As part of an ongoing effort to introduce concepts of drug delivery into the chemical engineering core curriculum, we are developing an experiment to introduce engineering students to temperature-responsive polymers for controlled release applications. Stimulus responsive polymers experience an abrupt change in physical or chemical characteristics in response to a small external change in environment. Temperature is the most commonly exploited stimulus in responsive polymer systems, and polymers that exhibit a response in water at a temperature of about 37 °C are of particular interest in biological applications.

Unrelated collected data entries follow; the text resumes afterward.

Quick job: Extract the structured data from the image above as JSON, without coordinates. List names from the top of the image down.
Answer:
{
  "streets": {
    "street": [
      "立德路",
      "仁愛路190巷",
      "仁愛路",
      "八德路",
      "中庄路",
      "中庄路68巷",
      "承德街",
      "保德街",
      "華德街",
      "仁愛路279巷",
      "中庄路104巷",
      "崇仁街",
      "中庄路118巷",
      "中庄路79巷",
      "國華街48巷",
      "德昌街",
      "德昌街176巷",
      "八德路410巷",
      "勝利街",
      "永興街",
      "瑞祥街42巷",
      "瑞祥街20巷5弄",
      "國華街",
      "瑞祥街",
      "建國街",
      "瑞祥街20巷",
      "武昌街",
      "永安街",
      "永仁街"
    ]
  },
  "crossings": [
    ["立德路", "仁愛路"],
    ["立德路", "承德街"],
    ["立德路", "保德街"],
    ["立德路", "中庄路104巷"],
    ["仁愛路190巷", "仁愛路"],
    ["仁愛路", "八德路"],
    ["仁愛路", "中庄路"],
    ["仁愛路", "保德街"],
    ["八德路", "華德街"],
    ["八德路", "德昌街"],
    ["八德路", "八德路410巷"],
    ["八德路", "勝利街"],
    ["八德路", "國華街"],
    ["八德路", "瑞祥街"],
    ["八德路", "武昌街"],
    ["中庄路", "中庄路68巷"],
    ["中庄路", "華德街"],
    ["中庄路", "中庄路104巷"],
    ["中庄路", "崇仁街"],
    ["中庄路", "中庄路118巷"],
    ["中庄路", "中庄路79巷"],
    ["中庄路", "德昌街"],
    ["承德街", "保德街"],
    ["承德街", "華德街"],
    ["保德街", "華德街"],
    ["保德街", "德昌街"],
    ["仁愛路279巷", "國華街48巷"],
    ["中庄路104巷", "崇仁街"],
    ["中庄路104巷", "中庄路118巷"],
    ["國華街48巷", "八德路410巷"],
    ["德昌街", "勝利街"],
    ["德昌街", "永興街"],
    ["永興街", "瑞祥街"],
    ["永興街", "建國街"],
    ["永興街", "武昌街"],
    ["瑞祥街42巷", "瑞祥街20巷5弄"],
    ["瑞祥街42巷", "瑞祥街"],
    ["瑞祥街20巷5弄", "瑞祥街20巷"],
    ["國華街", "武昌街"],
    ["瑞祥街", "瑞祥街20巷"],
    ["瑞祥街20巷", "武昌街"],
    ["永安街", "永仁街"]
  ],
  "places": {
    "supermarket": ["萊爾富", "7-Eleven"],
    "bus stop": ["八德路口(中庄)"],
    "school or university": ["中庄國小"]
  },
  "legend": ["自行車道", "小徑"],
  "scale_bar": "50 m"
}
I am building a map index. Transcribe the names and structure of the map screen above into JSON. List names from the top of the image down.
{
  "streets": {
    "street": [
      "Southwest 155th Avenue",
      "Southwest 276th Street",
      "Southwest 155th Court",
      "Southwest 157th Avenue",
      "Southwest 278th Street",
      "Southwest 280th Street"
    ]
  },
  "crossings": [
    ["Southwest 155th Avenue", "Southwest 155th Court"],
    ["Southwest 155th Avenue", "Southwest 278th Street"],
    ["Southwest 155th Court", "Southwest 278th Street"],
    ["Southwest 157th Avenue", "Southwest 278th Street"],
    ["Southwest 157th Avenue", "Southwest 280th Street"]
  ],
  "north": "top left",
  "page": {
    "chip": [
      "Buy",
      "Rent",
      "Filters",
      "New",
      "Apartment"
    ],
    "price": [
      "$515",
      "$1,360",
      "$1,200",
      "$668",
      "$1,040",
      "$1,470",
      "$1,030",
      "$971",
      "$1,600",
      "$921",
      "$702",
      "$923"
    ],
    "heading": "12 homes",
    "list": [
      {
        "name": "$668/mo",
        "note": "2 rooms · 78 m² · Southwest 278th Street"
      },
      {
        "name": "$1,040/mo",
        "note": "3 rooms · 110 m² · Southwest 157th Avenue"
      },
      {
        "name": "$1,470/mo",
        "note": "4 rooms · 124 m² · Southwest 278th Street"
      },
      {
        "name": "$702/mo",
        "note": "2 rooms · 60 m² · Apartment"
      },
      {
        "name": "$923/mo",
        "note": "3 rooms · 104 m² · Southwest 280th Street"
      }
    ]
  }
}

In this experiment, students produce a temperature responsive, acrylamide-based copolymer using free radical copolymerization. The copolymer composition is validated using NMR, IR, and elemental analysis, and the copolymer is then used to make a hydrogel which is also temperature sensitive. Students are challenged to design a water-soluble polymer with a controlled temperature response by tailoring the chemical composition of the copolymer. The physical and mechanical properties of the hydrogel such as swelling, density, and tensile strength are tested with and without drug loading, after exposure to different temperature environments. Finally, the drug release profiles will be analyzed in different temperature environments. In addition to learning about temperature-responsive drug delivery, students learn analytical techniques and concepts related to material properties, design of experiments, data analysis, and engineering design.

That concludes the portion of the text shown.